Dear colleagues...

To continue the proposal to use < certain > forms of .AMB as a real-world format for the transport/storage of 3D audio (including music recordings), I would like to hint to some further and important issues involved.

A full .AMB decoder would have to be able to decode the nine different combinations of .AMB to different (standard?) loudspeaker configurations, and also to headphones. (The latter would be some important point in my "requirement list".) This means there will be plenty of combinations, and some great opportunities to mess things up if anybody wants to implement the 9*9 "or so" combinations ... :-)

It would be advantageous if we would be able to limit .AMB to some < CE profile > with far fewer combinations!

(To cover just FOA won't be enough. We know that FOA has certain limitations and won't be good enough for all applications. Think just of the sweet spot issues.)

My impression is that you would have to use < at least > 3rd order to overcome many/most of the typical FOA problems.

Some advantages of TOA, compared to FOA:

- much larger sweet spot (not only support for individual listeners; IMO this is very important, as I would like to be able to demonstrate some wonderful recordings to "at least one" friend, even better to "some friends". If you don't have friends, don't bother... :-D )

- angular resolution significantly improved, compared to FOA (improvement of more than factor 2)

- improved performance at higher frequencies

- we know that FOA has certain problems to present sound "from the sides", even if the playback rig would include loudspeakers at direct lateral positions.

http://www.acoustics.hut.fi/~ville/papers/pulkkiicmc2001.pdf

- Decoding TOA to (ITU) 5.1/7.1 will show much better results than FOA to 5.1/7.1. (Comments? I know that 5.1 is an underspecified irregular array from an Ambisonics TOA perspective, but you can decode this and the results will be better than in the FOA to 5.1 case...)

- Improved behaviour at higher frequenciess


Altogether, a practical "CE" format based on Ambisonics and .AMB could be introduced in the following, simplified form

I) FOA/ UHJ (3-4 UHJ channels, the proposed backward-compatible form to stereo of FOA...)

3/4 channels

(Classical decoders and other decoders, supposed to improve on classical ones...)

II) 3rd order horizontal-only and 3h/1p, which you could combine to just 3h1p (1st order vertical)

7/8 channels,  or 8 channels

(Might still be offered in some "UHJ", stereo-compatible fashion; "UHJ" for 2nd/3rd oder doesn't exist yet, but it can be done.)

III) 3h/3p, 16 channels (call this the .AMB master format? Anyway, this is the upper end of Fu-M AMB...)

----------------------

2nd order Ambisonics possibly doesn't offer enough improvement over FOA, so might be cancelled in some CE format - for the sake of simplification.


Do you think that 3rd oder Ambisonics would be strong enough for the distribution of real recordings? (This is the decisive point, because if the answer is "yes" you could convince some people. My personal impression is yes, as I know that TOA is successfully applied in some to many real-world installations, in live concerts etc. On the other hand, it would be nice to hear the feedback of people actually working with TOA.)

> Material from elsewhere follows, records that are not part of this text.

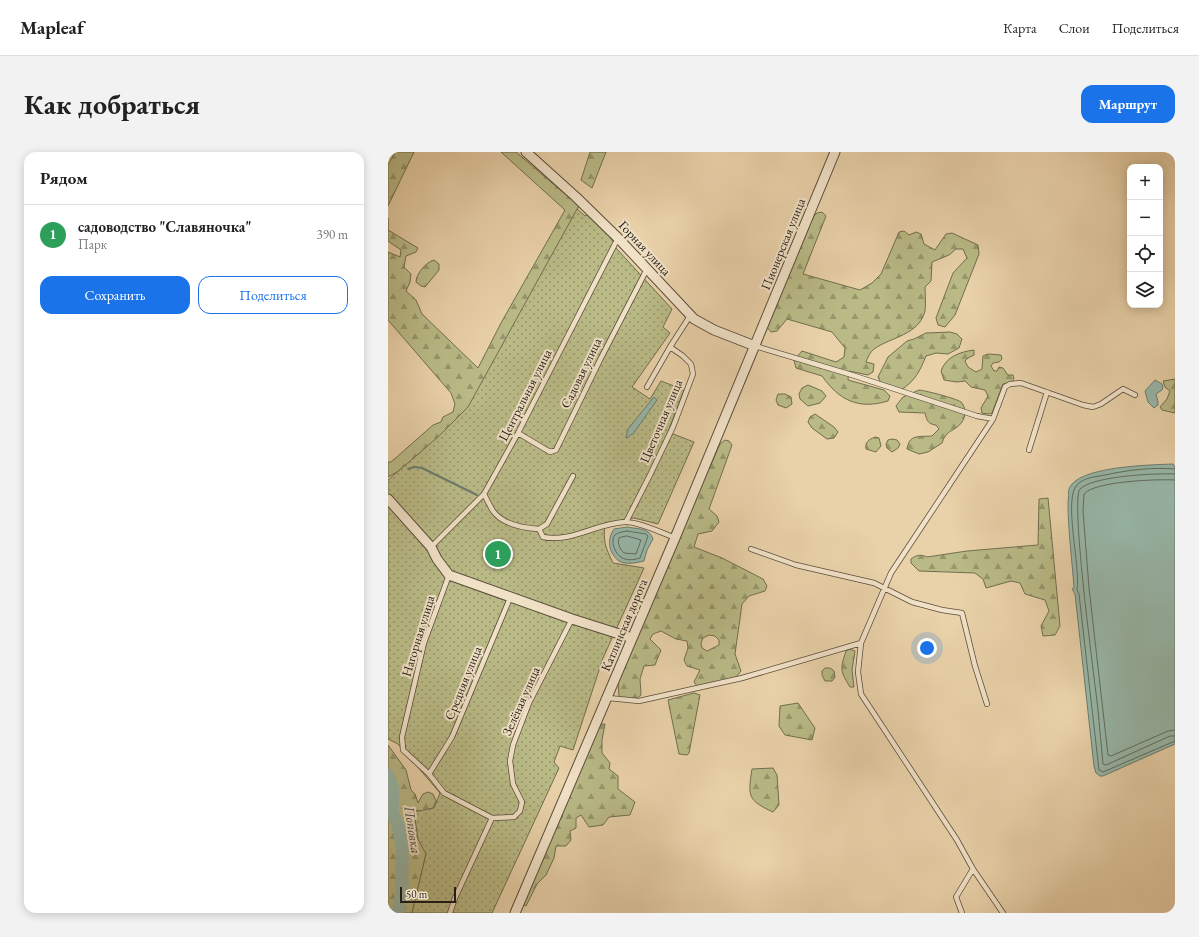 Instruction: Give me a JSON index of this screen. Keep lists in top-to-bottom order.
{
  "streets": {
    "street": ["Пионерская улица", "Горная улица", "Катлинская дорога"],
    "lane": [
      "Садовая улица",
      "Центральная улица",
      "Цветочная улица",
      "Нагорная улица",
      "Средняя улица",
      "Зелёная улица"
    ]
  },
  "crossings": [
    ["Пионерская улица", "Горная улица"],
    ["Пионерская улица", "Катлинская дорога"],
    ["Горная улица", "Садовая улица"],
    ["Горная улица", "Центральная улица"],
    ["Горная улица", "Катлинская дорога"],
    ["Садовая улица", "Центральная улица"],
    ["Нагорная улица", "Средняя улица"]
  ],
  "water": ["Поповка"],
  "scale_bar": "50 m",
  "page": {
    "header": "Mapleaf",
    "nav": ["Карта", "Слои", "Поделиться"],
    "buttons": [
      "Маршрут",
      ["Сохранить", "Поделиться"]
    ],
    "title": "Как добраться",
    "heading": "Рядом",
    "map_buttons": ["+", "−"],
    "list": [
      {
        "mark": "1",
        "name": "садоводство \"Славяночка\"",
        "note": "Парк",
        "value": "390 m"
      }
    ],
    "pins": "1",
    "scale": "50 m"
  }
} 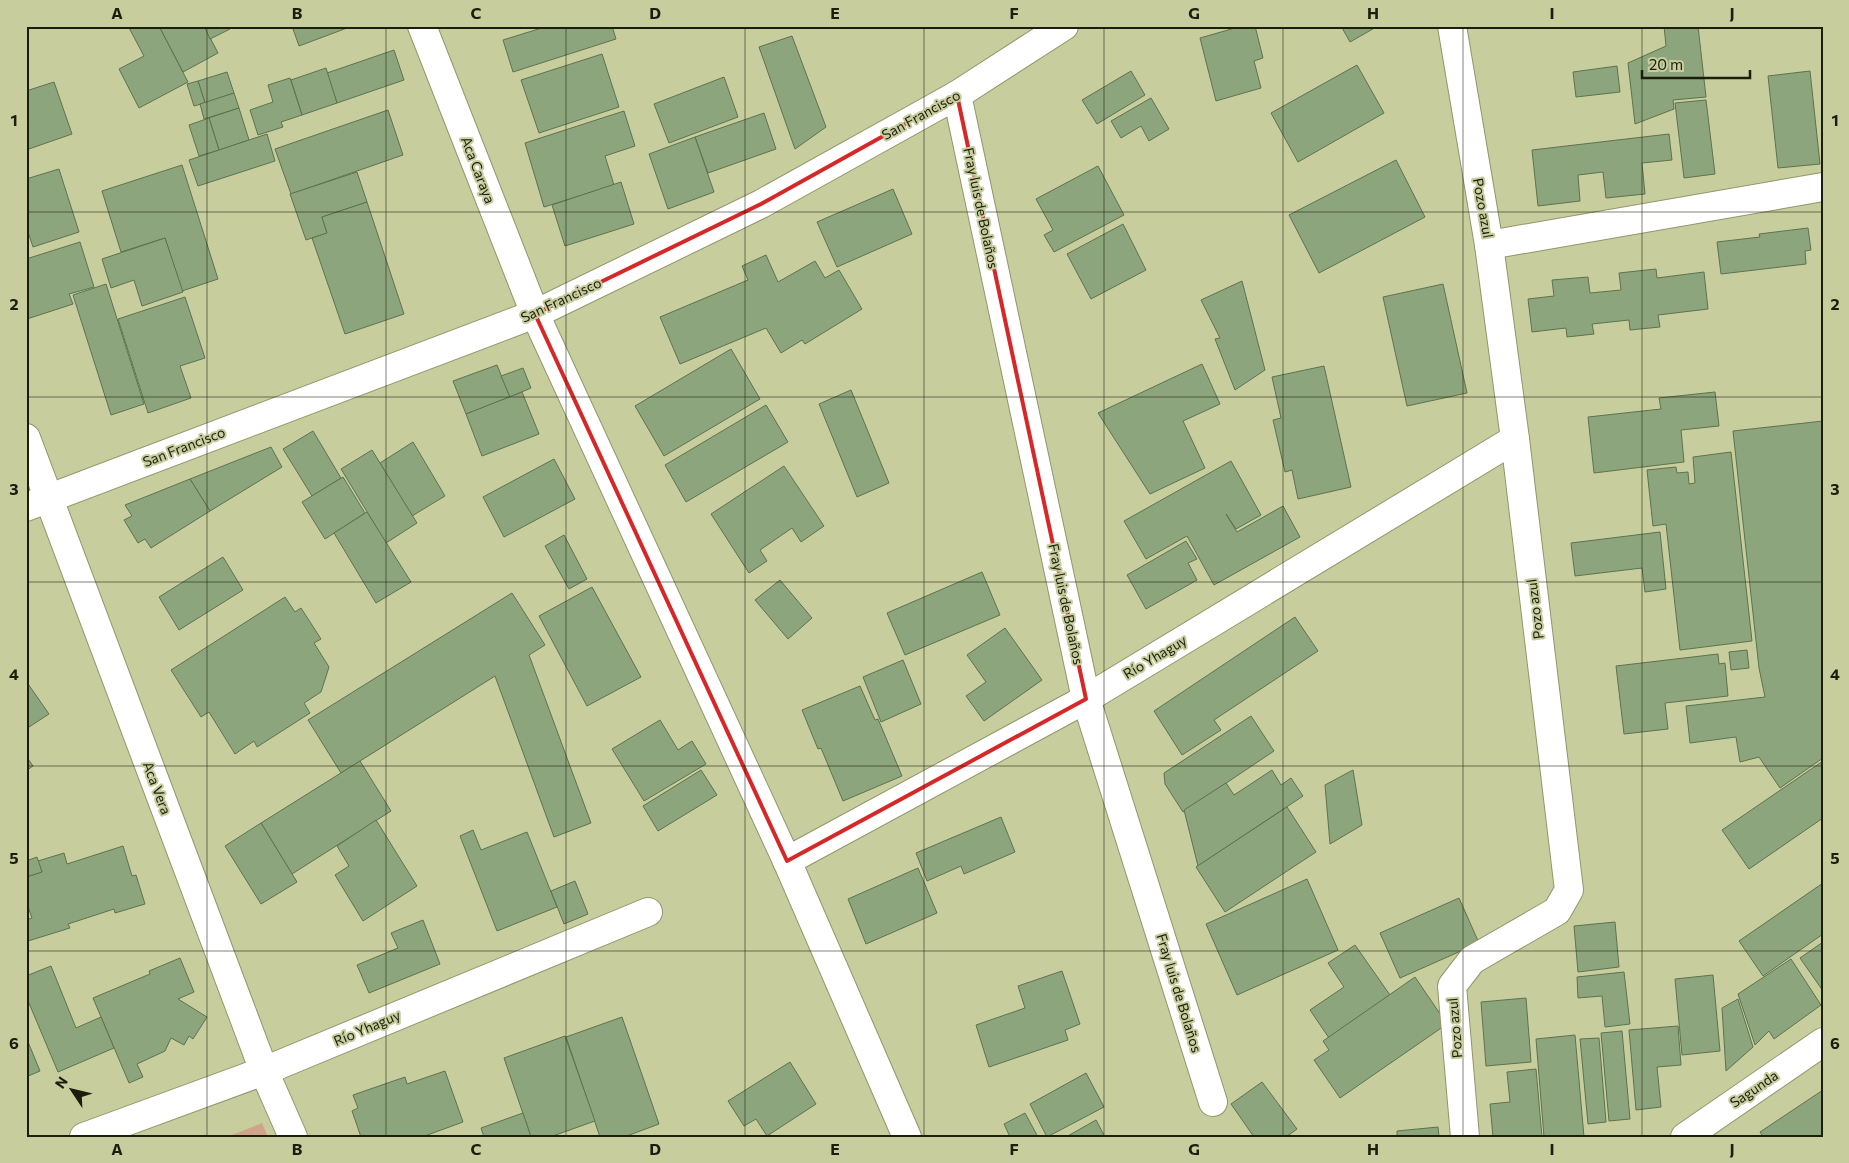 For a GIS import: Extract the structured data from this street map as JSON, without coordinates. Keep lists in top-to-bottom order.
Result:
{
  "streets": {
    "street": [
      "San Francisco",
      "Aca Caraya",
      "Fray luis de Bolaños",
      "Pozo azul",
      "Río Yhaguy",
      "Aca Vera",
      "Sagunda"
    ]
  },
  "crossings": [
    ["San Francisco", "Aca Caraya"],
    ["San Francisco", "Fray luis de Bolaños"],
    ["San Francisco", "Aca Vera"],
    ["Aca Caraya", "Río Yhaguy"],
    ["Fray luis de Bolaños", "Río Yhaguy"],
    ["Pozo azul", "Río Yhaguy"],
    ["Río Yhaguy", "Aca Vera"]
  ],
  "scale_bar": "20 m",
  "north": "top left",
  "grid": {
    "columns": [
      "A",
      "B",
      "C",
      "D",
      "E",
      "F",
      "G",
      "H",
      "I",
      "J"
    ],
    "rows": [
      "1",
      "2",
      "3",
      "4",
      "5",
      "6"
    ]
  }
}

I am aware that there is no microphone for 2nd or 3rd oder Ambisonics, maybe beside of some experimental designs. If you would like to use TOA as a master/distribution/storage format for music, there < should > be some < TOA/AMB microphone > available. But certainly somebody could design one? I believe there could already be some market for an < AMB microphone >. (The eigenmike doesn't count here. I don't think this should be seen as a microphone designed for real-world music recordings. S/N problems, and many other issues...Has been designed by and for geeks, or should I apologize for this comment anyway? =-O )

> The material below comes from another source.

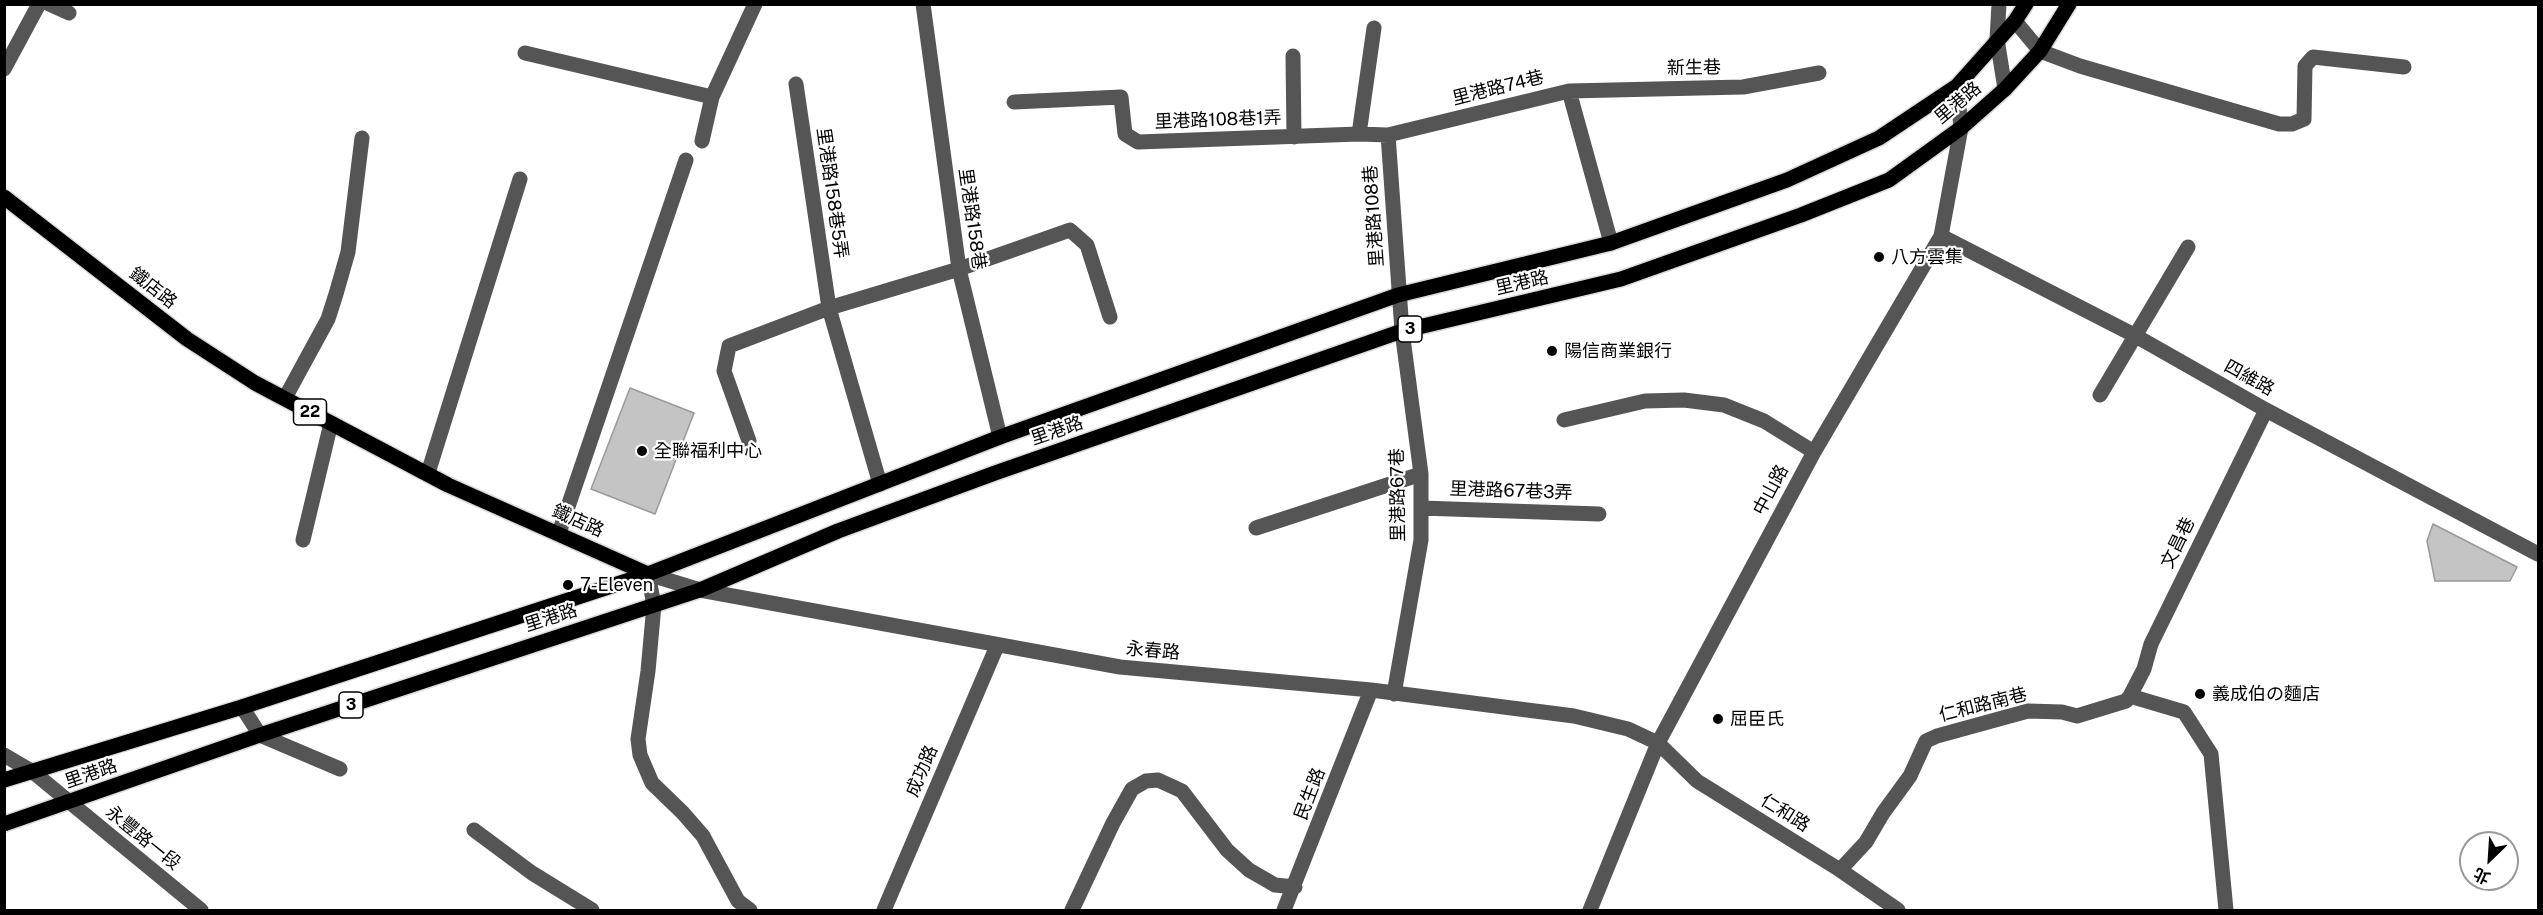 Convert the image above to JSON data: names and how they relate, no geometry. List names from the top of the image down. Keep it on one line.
{"streets":{"main road":["里港路","鐵店路","3","22"],"street":["新生巷","里港路74巷","里港路108巷1弄","里港路158巷5弄","里港路108巷","里港路158巷","四維路","中山路","里港路67巷3弄","里港路67巷","文昌巷","永春路","仁和路南巷","成功路","民生路","仁和路","永豐路一段"]},"crossings":[["新生巷","里港路74巷"],["里港路74巷","里港路"],["里港路74巷","里港路108巷1弄"],["里港路74巷","里港路108巷"],["里港路","里港路158巷5弄"],["里港路","里港路108巷"],["里港路","里港路158巷"],["里港路","鐵店路"],["里港路","中山路"],["里港路","里港路67巷"],["里港路","永春路"],["里港路","永豐路一段"],["里港路108巷1弄","里港路108巷"],["里港路108巷","里港路67巷"],["鐵店路","永春路"],["四維路","中山路"],["四維路","文昌巷"],["中山路","永春路"],["中山路","仁和路"],["里港路67巷3弄","里港路67巷"],["里港路67巷","永春路"],["文昌巷","仁和路南巷"],["永春路","成功路"],["永春路","民生路"],["永春路","仁和路"],["仁和路南巷","仁和路"]],"places":["八方雲集","陽信商業銀行","全聯福利中心","7-Eleven","義成伯の麵店","屈臣氏"],"north":"bottom left"}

Mixing of TOA is already possible, here and today.

Best,

Stefan

P.S.: Note also in this context that the Mpeg is on track to finalize its Mpeg-H 3D Audio framework until beginning of 2015. (The basic < CO decoder > is already chosen, how it seems.)

Mpeg 3D audio is technically cinema surround with height (22.2 style), so there is some basic difference if compared to Ambisonics. (Which has less company support, but offers full-spherical 3D audio even in its classical 4-channel form. ;-) )





UHJ (surround/3D audio) as extension of stereo based files
(distribution via Internet, on discs and streaming, including
YouTube, Spotify etc.)


I like the potential of this idea very much; but it can only move
forward with the free availability of freely available encoders and
decoders for 2, 3 and 4-channel UHJ, in both standalone and plugin
formats.  Seeing as how mere 2-channel versions have signally failed to
become available at all, I wonder what chance there is.

I had hoped that somebody else would state the obvious, in the end I have to do this myself... :-)

While I would understand the above argument IF UHJ would be some area on its own, my proposal actually implied that you would use (in the end) a B format decoder.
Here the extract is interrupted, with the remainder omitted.